┌────────
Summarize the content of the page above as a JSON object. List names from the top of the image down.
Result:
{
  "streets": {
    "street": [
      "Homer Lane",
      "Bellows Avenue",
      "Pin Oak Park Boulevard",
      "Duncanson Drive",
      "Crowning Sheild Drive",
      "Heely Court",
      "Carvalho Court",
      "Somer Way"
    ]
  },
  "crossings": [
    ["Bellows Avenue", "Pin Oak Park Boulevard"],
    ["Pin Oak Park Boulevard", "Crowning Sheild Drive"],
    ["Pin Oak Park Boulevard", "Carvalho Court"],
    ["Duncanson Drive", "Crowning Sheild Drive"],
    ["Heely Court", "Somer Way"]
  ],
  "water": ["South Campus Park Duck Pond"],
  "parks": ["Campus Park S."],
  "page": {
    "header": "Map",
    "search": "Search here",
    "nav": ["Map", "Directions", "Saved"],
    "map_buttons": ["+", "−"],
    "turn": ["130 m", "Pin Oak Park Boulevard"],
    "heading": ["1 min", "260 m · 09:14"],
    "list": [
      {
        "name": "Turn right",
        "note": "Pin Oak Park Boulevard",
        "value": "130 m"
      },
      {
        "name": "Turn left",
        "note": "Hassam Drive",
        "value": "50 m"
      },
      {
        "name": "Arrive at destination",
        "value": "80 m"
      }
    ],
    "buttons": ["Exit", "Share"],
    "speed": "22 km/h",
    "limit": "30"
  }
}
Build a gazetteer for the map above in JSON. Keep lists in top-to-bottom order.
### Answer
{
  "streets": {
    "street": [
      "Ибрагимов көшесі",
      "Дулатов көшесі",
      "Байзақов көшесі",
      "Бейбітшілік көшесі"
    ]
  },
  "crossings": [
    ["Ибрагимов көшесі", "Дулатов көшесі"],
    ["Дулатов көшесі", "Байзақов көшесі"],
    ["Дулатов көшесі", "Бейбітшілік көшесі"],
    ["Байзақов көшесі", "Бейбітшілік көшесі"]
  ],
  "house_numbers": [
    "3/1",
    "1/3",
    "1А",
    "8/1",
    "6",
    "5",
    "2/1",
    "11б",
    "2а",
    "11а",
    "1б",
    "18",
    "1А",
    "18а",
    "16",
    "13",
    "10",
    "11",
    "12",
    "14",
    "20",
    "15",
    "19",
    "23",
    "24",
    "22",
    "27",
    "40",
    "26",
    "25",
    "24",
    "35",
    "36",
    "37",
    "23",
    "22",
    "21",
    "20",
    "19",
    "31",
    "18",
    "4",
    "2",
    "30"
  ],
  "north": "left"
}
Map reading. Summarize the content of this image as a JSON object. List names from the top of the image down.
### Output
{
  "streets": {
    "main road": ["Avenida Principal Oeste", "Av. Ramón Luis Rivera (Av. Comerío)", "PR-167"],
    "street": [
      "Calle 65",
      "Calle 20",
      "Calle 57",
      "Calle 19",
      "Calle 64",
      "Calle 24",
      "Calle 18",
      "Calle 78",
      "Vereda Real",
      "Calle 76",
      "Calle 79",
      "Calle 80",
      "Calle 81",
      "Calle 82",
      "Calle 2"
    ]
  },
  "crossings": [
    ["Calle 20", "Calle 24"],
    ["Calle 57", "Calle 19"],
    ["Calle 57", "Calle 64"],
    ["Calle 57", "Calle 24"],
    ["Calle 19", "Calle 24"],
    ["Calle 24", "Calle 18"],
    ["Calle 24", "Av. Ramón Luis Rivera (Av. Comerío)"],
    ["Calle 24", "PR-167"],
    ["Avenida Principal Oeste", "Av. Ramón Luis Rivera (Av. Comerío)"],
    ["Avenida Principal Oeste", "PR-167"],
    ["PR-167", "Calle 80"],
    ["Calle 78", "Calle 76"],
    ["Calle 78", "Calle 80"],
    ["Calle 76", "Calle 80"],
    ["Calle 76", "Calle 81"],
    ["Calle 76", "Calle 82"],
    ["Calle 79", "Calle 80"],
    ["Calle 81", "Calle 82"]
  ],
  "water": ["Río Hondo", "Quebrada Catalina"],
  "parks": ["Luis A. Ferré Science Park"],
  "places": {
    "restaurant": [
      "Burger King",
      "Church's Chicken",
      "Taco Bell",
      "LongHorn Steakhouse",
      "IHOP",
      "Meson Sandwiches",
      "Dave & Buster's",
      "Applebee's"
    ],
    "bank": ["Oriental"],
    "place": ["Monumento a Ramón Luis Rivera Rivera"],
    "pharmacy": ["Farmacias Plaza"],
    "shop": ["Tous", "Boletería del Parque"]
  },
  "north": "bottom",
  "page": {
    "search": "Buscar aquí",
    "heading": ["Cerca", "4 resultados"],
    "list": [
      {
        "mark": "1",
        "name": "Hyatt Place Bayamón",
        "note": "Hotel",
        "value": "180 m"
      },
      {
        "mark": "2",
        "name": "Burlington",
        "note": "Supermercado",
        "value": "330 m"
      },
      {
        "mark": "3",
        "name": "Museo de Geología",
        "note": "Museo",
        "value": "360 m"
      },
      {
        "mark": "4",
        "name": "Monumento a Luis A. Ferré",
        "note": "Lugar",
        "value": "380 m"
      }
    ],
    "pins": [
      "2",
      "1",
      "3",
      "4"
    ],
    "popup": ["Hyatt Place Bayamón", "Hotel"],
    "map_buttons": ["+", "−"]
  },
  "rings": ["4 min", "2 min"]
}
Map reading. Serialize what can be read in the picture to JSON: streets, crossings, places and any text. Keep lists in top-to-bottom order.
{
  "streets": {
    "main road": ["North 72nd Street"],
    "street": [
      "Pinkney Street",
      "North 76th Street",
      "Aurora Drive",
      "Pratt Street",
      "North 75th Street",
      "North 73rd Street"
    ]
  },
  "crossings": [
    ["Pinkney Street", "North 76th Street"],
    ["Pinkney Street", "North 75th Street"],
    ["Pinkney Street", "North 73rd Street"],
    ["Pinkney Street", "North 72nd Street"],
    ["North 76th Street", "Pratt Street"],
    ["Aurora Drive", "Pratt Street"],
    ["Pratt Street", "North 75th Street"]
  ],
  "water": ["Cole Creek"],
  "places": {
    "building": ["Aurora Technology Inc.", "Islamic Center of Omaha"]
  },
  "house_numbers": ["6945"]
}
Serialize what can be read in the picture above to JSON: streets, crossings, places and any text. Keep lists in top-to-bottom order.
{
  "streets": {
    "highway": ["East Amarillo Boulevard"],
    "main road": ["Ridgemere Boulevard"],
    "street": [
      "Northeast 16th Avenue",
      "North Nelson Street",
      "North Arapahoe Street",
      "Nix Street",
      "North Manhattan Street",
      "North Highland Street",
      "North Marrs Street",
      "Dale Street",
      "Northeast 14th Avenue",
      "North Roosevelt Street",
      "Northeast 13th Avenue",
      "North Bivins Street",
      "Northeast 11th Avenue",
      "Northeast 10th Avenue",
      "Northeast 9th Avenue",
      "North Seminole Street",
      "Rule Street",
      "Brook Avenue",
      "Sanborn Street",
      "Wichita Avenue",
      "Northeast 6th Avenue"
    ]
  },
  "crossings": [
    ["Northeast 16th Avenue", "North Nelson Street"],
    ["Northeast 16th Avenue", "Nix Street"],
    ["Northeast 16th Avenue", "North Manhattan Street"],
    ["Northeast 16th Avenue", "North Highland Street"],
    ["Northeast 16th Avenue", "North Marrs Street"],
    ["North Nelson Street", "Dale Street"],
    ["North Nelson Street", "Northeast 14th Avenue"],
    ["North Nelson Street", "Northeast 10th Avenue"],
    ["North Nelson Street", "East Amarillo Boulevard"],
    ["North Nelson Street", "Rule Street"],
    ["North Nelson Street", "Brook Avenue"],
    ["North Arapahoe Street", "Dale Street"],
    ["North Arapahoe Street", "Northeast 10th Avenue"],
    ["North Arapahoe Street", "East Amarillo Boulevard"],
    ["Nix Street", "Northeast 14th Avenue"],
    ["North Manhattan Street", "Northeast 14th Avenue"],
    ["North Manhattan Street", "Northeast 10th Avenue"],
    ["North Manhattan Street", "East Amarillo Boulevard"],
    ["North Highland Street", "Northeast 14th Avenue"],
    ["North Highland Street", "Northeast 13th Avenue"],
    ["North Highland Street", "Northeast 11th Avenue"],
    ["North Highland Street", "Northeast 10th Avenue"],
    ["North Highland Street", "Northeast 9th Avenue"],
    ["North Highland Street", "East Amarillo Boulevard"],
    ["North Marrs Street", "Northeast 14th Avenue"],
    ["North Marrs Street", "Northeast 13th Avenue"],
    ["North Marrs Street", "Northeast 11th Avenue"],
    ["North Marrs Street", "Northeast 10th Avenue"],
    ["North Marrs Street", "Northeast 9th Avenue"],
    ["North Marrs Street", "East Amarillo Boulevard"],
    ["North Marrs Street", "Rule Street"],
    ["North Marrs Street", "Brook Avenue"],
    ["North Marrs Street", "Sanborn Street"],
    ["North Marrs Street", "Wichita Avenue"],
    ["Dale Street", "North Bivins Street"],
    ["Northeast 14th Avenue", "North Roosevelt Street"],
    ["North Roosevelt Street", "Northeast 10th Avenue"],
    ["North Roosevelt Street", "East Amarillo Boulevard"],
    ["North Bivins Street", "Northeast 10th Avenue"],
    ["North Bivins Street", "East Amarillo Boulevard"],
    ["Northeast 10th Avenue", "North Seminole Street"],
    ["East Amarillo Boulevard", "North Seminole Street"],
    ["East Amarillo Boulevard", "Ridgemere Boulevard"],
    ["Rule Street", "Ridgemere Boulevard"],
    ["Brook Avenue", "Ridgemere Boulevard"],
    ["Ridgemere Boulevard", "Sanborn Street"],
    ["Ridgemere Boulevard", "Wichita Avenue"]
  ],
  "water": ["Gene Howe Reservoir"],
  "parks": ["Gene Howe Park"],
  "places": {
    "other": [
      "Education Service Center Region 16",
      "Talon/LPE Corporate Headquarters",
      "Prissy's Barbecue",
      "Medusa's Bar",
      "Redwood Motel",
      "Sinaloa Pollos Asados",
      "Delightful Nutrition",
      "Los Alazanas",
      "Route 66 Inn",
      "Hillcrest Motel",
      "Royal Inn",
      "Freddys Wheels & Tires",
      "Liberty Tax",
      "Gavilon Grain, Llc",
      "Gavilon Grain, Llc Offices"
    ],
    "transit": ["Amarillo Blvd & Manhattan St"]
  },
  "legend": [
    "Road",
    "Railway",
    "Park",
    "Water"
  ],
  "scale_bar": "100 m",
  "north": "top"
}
└────────
> _EXERCISE DIRECTIONS_
Scan the lines above for "text", then copy every one that has it.

> _RESPONSE BELOW_
Map reading. Serialize what can be read in the picture to JSON: streets, crossings, places and any text. Keep lists in top-to-bottom order.
Serialize what can be read in the picture above to JSON: streets, crossings, places and any text. Keep lists in top-to-bottom order.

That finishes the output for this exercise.